What he recorded would have denied the wiretap had it be presented to the court instead of withheld. The Inspector General made it very clear that the FBI withheld those tapes from four sworn affidavits agents presented to federal judges to authorize Foreign Intelligence Surveillance Act (FISA) electronic and physical spying on Mr. Page. This is outright fraud.
Nevertheless, government prosecutors can wrongly convict innocent people and the court of appeals will turn a blind eye to what any rational person would call outright corruption. When a key prosecution witness lied on the stand during a murder trial, and the judge and the lawyers all knew it, and they still try to make sure the person is found guilty, it is a situation that is just unimaginable. It denies every principle upon which the American Revolution took place.

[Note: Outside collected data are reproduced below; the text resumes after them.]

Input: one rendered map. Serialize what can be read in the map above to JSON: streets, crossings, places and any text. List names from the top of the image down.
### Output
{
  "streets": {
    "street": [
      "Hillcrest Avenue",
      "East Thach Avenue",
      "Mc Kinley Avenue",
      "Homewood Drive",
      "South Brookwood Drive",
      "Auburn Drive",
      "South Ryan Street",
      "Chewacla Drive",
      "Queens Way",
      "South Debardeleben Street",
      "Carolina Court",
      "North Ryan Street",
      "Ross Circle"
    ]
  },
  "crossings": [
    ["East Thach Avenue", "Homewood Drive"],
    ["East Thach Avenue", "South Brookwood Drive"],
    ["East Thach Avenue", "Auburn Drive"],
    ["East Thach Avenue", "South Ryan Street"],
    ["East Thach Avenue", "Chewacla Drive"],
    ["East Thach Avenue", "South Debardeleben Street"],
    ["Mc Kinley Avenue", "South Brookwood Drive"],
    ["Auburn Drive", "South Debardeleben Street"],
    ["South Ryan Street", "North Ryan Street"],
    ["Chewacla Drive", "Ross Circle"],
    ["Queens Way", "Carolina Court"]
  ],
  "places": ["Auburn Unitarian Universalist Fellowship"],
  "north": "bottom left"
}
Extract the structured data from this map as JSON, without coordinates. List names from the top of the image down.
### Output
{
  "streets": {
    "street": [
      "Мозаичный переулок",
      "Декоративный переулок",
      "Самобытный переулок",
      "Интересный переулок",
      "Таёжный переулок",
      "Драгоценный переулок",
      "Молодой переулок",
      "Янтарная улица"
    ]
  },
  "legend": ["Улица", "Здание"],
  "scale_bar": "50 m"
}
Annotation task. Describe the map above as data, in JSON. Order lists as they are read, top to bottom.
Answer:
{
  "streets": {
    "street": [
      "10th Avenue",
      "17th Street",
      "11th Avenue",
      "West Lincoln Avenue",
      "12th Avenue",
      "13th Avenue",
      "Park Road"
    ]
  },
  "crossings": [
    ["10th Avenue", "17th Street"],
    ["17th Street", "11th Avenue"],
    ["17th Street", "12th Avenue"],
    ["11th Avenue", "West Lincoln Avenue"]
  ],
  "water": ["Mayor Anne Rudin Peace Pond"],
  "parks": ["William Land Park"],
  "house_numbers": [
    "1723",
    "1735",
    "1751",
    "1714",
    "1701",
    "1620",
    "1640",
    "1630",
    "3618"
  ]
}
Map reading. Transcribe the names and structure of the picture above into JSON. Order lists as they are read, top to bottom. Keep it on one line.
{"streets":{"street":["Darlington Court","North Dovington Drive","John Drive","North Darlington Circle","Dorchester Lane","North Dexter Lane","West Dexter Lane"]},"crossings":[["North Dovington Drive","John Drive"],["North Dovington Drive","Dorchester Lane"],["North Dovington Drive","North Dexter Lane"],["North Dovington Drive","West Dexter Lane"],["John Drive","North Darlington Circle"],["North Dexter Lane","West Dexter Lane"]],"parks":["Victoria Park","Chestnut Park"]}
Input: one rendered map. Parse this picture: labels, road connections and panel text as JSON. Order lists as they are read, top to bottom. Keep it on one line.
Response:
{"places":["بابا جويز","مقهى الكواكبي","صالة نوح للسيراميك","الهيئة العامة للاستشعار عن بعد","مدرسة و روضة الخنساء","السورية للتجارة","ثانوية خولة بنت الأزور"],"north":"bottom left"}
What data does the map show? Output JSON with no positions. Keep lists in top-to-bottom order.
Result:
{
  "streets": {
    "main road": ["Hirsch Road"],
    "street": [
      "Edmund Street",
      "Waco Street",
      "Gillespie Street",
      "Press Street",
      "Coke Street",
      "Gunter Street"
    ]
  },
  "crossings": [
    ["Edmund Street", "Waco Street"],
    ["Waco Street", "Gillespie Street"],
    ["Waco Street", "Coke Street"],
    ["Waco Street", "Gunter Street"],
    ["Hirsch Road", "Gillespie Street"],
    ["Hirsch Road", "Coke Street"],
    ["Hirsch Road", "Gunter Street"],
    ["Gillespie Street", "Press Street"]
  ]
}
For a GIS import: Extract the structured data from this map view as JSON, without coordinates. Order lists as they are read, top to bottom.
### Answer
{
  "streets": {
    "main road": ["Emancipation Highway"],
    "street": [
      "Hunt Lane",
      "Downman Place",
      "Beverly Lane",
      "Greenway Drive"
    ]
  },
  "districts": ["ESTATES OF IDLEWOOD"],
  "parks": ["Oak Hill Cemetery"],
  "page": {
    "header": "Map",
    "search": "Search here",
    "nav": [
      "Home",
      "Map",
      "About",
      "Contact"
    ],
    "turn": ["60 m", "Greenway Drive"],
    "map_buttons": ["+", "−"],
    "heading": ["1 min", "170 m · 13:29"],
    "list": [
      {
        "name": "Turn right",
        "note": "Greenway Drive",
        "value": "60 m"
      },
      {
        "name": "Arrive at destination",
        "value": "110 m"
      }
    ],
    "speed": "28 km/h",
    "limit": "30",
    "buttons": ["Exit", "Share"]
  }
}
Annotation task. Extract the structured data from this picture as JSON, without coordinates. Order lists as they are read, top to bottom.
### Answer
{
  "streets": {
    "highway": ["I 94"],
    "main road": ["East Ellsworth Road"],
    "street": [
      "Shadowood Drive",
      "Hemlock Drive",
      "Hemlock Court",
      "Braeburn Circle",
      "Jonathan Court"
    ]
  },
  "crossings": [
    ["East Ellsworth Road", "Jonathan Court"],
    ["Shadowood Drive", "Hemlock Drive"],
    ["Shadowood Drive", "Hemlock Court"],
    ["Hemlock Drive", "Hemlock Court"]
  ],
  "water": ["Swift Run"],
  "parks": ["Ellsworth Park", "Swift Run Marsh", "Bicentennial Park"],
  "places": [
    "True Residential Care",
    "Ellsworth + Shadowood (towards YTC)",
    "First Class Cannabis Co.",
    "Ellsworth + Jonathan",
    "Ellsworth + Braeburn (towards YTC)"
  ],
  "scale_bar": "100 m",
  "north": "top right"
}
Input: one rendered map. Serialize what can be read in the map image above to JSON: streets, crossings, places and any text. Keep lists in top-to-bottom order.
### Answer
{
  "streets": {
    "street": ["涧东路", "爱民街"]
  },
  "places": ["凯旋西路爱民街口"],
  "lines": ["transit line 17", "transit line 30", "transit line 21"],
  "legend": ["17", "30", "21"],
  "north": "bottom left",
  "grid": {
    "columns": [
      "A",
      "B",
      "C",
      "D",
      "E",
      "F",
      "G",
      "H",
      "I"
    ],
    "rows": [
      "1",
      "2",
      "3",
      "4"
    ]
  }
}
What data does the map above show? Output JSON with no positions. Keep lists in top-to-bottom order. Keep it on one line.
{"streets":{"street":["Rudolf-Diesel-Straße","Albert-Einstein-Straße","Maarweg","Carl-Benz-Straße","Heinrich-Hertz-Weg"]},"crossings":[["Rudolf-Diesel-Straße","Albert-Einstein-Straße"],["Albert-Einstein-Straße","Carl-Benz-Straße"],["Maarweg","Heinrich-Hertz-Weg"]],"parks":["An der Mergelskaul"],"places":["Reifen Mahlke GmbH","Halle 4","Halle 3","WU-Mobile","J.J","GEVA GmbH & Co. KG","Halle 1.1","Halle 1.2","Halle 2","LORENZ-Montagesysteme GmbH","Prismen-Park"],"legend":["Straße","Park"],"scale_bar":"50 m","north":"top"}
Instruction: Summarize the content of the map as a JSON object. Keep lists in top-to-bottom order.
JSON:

Sixty years ago, the Supreme Court held that a State deprives a person of liberty without due process of law if it convicts him by knowingly using false testimony, and it imposed on the prosecutor the duty to see that perjured testimony is corrected. Napue v. Illinois, 360 U.S. 264, 269, 79 S.Ct. 1173, 3 L.Ed.2d 1217 (1959). Comey has acted unconstitutionally and deprived both Page and Trump of Due Process of Law. Of course, nothing will ever be done for they do not prosecute for heads of the FBI.